Venice: Museo Correr
 - Francesco Guardi 1712-1793. In the third centenary of the birth of Francesco Guardi, the last great landscape artist of the 18th century, the monographic exhibition at the Museo Correr, until January 6, aims to highlight his complex artistic production, from the lesser-known figure paintings of his youth to the ‘interior scenes’, concluding with the splendid views of Venice and his fabulous capriccios, painted in his maturity and old age.
Above: Il Molo e la Riva degli Schiavoni dal Bacino San Marco, oil on canvas, New York, The Metropolitan Museum of Art.

Museo Correr
 - Francesco Guardi 1712-1793. The Ridotto was the first gambling house to be operated directly by the state.  It used to open during the months of the endless Venetian carnival, lasting from December 26 to Ash Wednesday.  Its clients were required to wear masks, with the exception of the noblemen who ran the tables and who were chosen from the least prosperous families, the so-called Barnabotti class of impoverished nobility.   Frequented by pimps, prostitutes and usurers, it was closed for reasons of public order in 1774.  Francesco’s picture is certainly the most interesting depiction of this space, visited by all travelers spending any time in the city.
Above: Il Ridotto di Palazzo Dandolo a San Moise, oil on canvas, Venice, Ca Rezzonico, Museo del Settecento Veneziano.
 
Museo Correr
 - Francesco Guardi 1712-1793. Guardi’s first works echoed the compositions of Canaletto and Marieschi, but his unique style does already emerge in some of these works, including in the St.
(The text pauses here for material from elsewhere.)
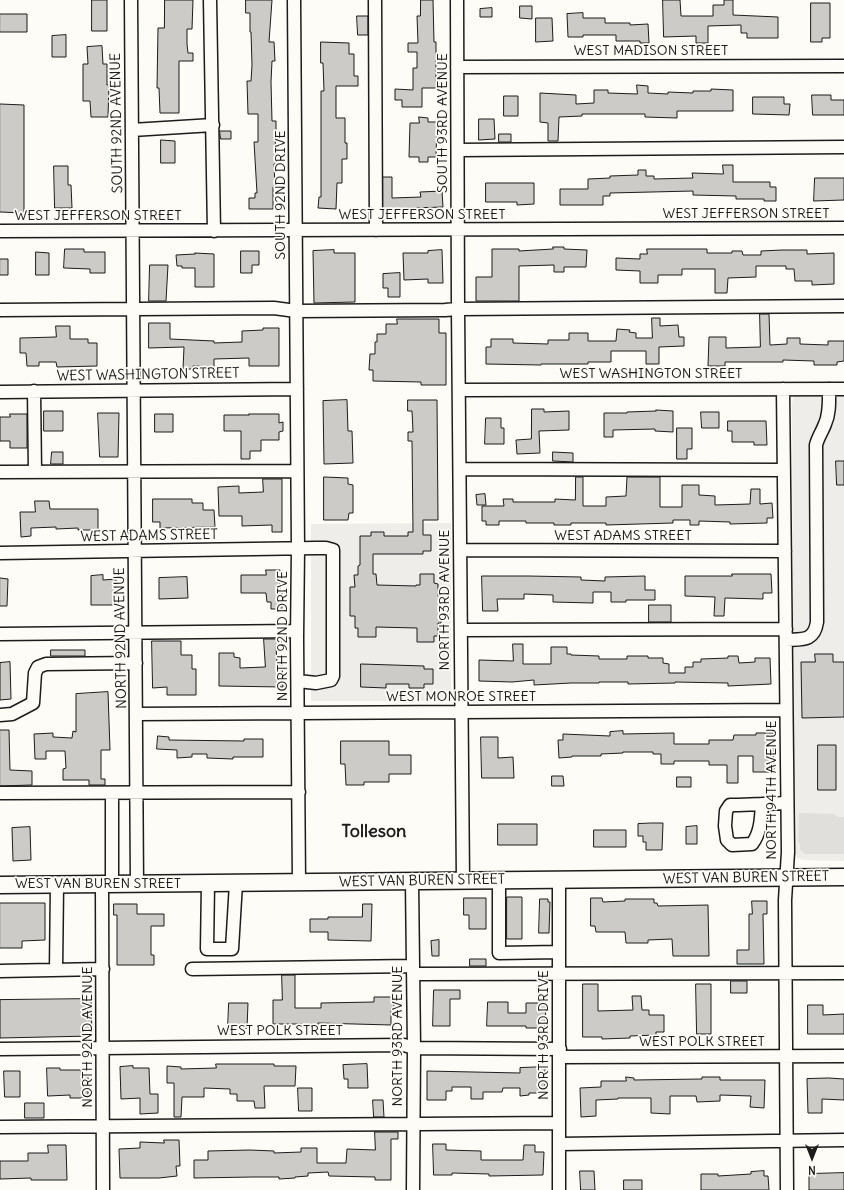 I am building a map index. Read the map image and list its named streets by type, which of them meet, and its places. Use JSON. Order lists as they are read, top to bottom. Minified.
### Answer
{"streets":{"main road":["WEST VAN BUREN STREET"],"street":["WEST MADISON STREET","SOUTH 92ND AVENUE","SOUTH 93RD AVENUE","SOUTH 92ND DRIVE","WEST JEFFERSON STREET","WEST WASHINGTON STREET","WEST ADAMS STREET","NORTH 93RD AVENUE","NORTH 92ND DRIVE","NORTH 92ND AVENUE","WEST MONROE STREET","NORTH 94TH AVENUE","WEST POLK STREET","NORTH 93RD DRIVE"]},"crossings":[["WEST MADISON STREET","SOUTH 93RD AVENUE"],["SOUTH 92ND AVENUE","WEST JEFFERSON STREET"],["SOUTH 92ND AVENUE","WEST WASHINGTON STREET"],["SOUTH 92ND AVENUE","NORTH 92ND AVENUE"],["SOUTH 93RD AVENUE","WEST JEFFERSON STREET"],["SOUTH 93RD AVENUE","WEST WASHINGTON STREET"],["SOUTH 93RD AVENUE","NORTH 93RD AVENUE"],["SOUTH 92ND DRIVE","WEST JEFFERSON STREET"],["SOUTH 92ND DRIVE","WEST WASHINGTON STREET"],["SOUTH 92ND DRIVE","NORTH 92ND DRIVE"],["WEST WASHINGTON STREET","NORTH 93RD AVENUE"],["WEST WASHINGTON STREET","NORTH 92ND DRIVE"],["WEST WASHINGTON STREET","NORTH 92ND AVENUE"],["WEST WASHINGTON STREET","NORTH 94TH AVENUE"],["WEST ADAMS STREET","NORTH 93RD AVENUE"],["WEST ADAMS STREET","NORTH 92ND DRIVE"],["WEST ADAMS STREET","NORTH 92ND AVENUE"],["WEST ADAMS STREET","NORTH 94TH AVENUE"],["NORTH 93RD AVENUE","WEST MONROE STREET"],["NORTH 93RD AVENUE","WEST VAN BUREN STREET"],["NORTH 93RD AVENUE","WEST POLK STREET"],["NORTH 92ND DRIVE","WEST MONROE STREET"],["NORTH 92ND DRIVE","WEST VAN BUREN STREET"],["NORTH 92ND AVENUE","WEST MONROE STREET"],["NORTH 92ND AVENUE","WEST VAN BUREN STREET"],["NORTH 92ND AVENUE","WEST POLK STREET"],["WEST MONROE STREET","NORTH 94TH AVENUE"],["NORTH 94TH AVENUE","WEST VAN BUREN STREET"],["NORTH 94TH AVENUE","WEST POLK STREET"],["WEST VAN BUREN STREET","NORTH 93RD DRIVE"],["WEST POLK STREET","NORTH 93RD DRIVE"]],"districts":["Tolleson"],"north":"bottom"} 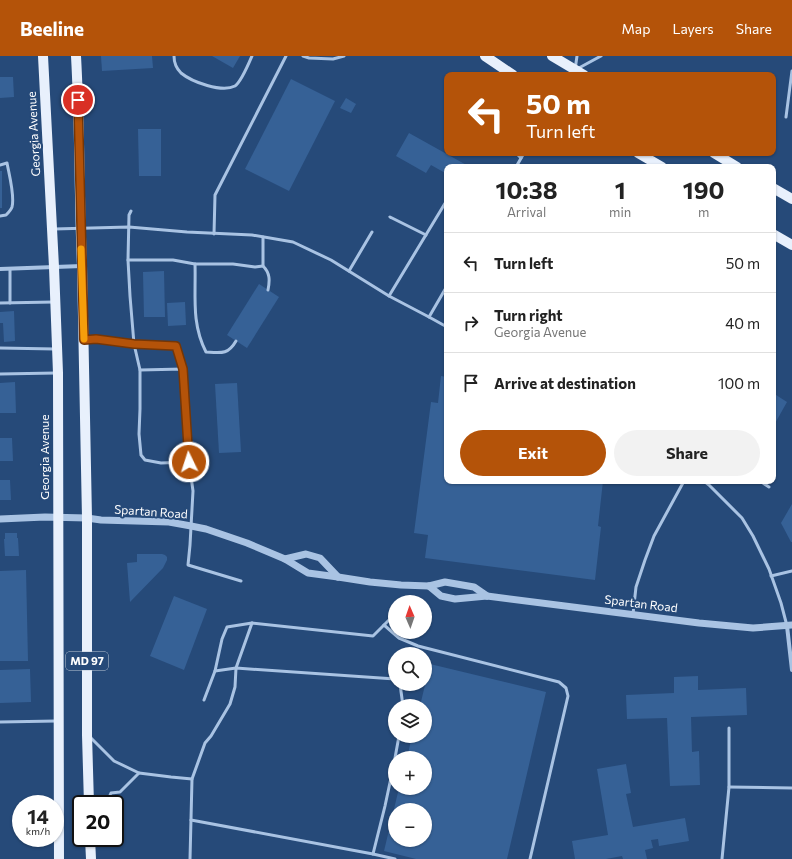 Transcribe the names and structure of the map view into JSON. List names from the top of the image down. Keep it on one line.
{"streets":{"main road":["Georgia Avenue","MD 97"],"street":["Spartan Road"]},"crossings":[["Georgia Avenue","Spartan Road"],["Spartan Road","MD 97"]],"north":"top","page":{"header":"Beeline","nav":["Map","Layers","Share"],"turn":["50 m","Turn left"],"eta":["10:38","Arrival","1","min","190","m"],"list":[{"name":"Turn left","value":"50 m"},{"name":"Turn right","note":"Georgia Avenue","value":"40 m"},{"name":"Arrive at destination","value":"100 m"}],"buttons":["Exit","Share"],"map_buttons":["+","−"],"speed":"14 km/h","limit":"20"}}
Mark’s Square belonging to the National Gallery in London, above, in which the figures, painted by frothy little impastos of color, reveal a lively chromatic touch.
Above: La Piazza San Marco verso La Basilica, oil on canvas, London, The National Gallery.
 
Piazza San Marco as seen, today from a window of the Correr Museum.
 
Museo Correr
 - Francesco Guardi 1712-1793. Il Canale della Giudecca con la Chiesa dei Gesuati, oil on canvas, Private collection (courtesy Sotheby’s, London).
 
Museo Correr
 - Francesco Guardi 1712-1793. Il Canal Grande a Ca’ Rezzonico, pen and brush, ink and watercolor, London, The British Museum, Department of Prints and Drawings.
 
Museo Correr
 - Francesco Guardi 1712-1793. Camera Ottica, Manifattura Veneziana, Venice, Museo Correr.  Guardi often used the camera ottica for paintings, like the views of San Marco and the Rialto, just to name a couple.

  Museo Correr
 - Francesco Guardi 1712-1793. Guardi produced landscapes and capriccios throughout his career. His source of inspiration came from prints or paintings of others; he re-elaborated these through his own eyes, similar to the distorting lens of a kaleidoscope, and presents the observer with compositions that are made unique by his extraordinary delicate execution. The case is different from the capriccios which by definition bring together into a single picture a series of real and imagined places, ancient and modern architecture.  This is a typically 18th century genre, and might have been invented to give free rein to Guardi’s imagination.   Using Canaletto’s etchings as a starting point, he renewed the genre, transporting the antique ruins, stripped of any classical connotation, to the shores of the lagoon.   With this context, it is worth making separate mention of the late Capriccio with Archway, a Guardi specialty framing views of landscapes and fantastic landscapes within a dark archway placed in the foreground.
Above: Capriccio con Casa Rustica in Riva alla Laguna, oil on canvas, private collection.

Museo Correr
 - Francesco Guardi 1712-1793. Burrasca in Mare, oil on canvas, Milan, Raccolte d’Arte Antica e Pinacoteca del Castello Sforzesco.


 Museo Correr
 - Francesco Guardi 1712-1793. Apart from a number of airy capriccios, Guardi also painted some splendid pictures of villas half-hidden in the green Veneto countryside, and alongside traditional views of Venice he added others of the lagoon, broadening the horizons of 18th-century Venetian landscape and dissolving it in wide stretches of water and sky.
Above: Veduta di Villa Loredan a Paese, oil on Canvas, London-Milan, Robiland + Voena.  This work, painted in 1778, is part of a series of four pictures commissioned from the artist by John Strange, the British resident in Venice from 1773-1790, and one of the most important patrons of Guardi.  In this case, he asked the artist to depict his own summer residence.  The result is one of his most successful works of the period.  Rather than a chromatic fusion, there is a stress laid on color, with the green of the lawn contrasting and highlighting the blue of the sky.  The detailed rendering of some details does not prevent the artist from showing a large portion of sky, suffused with thin, ethereal clouds.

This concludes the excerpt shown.